**PROBLEM DETAILS**. Throughout the records below, find the lines with the string "canvas" and give how many there are, nothing else.

════

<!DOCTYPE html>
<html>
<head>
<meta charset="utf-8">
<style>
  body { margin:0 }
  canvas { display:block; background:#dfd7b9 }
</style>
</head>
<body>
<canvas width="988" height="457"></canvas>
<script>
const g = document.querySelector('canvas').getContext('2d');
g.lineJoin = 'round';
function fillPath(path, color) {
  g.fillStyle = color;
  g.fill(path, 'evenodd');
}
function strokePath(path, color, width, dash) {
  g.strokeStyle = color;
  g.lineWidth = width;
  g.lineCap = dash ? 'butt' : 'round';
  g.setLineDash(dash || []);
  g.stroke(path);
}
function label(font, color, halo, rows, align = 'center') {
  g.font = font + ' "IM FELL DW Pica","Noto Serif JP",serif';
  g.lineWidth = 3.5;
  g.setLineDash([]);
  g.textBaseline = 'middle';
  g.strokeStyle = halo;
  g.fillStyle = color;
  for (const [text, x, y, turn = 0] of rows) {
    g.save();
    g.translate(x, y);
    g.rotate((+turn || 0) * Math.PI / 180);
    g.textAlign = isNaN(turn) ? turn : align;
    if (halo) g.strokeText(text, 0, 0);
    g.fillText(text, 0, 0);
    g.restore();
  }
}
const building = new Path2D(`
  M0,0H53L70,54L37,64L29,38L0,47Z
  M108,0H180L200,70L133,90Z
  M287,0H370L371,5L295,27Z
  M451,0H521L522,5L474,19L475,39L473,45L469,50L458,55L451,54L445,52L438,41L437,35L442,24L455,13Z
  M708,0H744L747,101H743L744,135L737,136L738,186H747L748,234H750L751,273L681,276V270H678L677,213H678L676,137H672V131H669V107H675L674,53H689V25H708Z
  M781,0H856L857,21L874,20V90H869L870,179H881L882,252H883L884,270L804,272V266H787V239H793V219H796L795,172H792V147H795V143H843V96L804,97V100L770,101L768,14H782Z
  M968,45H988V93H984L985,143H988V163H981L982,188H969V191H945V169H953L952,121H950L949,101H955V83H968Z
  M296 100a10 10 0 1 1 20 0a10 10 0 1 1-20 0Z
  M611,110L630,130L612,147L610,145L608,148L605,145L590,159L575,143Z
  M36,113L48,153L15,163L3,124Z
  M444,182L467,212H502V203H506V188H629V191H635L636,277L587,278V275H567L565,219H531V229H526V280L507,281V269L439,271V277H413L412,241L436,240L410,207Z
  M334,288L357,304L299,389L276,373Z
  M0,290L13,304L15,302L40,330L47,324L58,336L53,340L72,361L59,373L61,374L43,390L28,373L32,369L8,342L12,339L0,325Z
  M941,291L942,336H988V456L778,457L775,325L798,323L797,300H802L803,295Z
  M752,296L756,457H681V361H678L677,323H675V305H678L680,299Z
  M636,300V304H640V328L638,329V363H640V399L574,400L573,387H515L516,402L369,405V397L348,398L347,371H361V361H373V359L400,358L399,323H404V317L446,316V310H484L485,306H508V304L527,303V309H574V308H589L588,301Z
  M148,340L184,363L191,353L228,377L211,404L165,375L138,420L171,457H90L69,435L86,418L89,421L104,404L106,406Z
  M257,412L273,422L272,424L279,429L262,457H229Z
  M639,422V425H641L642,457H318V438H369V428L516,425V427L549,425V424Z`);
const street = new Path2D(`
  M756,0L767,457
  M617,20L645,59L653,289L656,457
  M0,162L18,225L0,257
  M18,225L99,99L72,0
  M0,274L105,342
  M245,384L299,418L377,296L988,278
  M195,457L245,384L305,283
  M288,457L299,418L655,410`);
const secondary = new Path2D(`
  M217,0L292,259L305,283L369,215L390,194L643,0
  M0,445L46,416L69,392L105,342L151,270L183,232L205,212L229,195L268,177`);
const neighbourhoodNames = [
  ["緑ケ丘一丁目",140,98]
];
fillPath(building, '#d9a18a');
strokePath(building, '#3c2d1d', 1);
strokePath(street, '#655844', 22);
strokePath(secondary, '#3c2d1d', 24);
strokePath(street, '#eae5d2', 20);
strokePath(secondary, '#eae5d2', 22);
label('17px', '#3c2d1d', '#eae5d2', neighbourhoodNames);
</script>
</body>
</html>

════

**RESULT OF THIS EXERCISE**. 3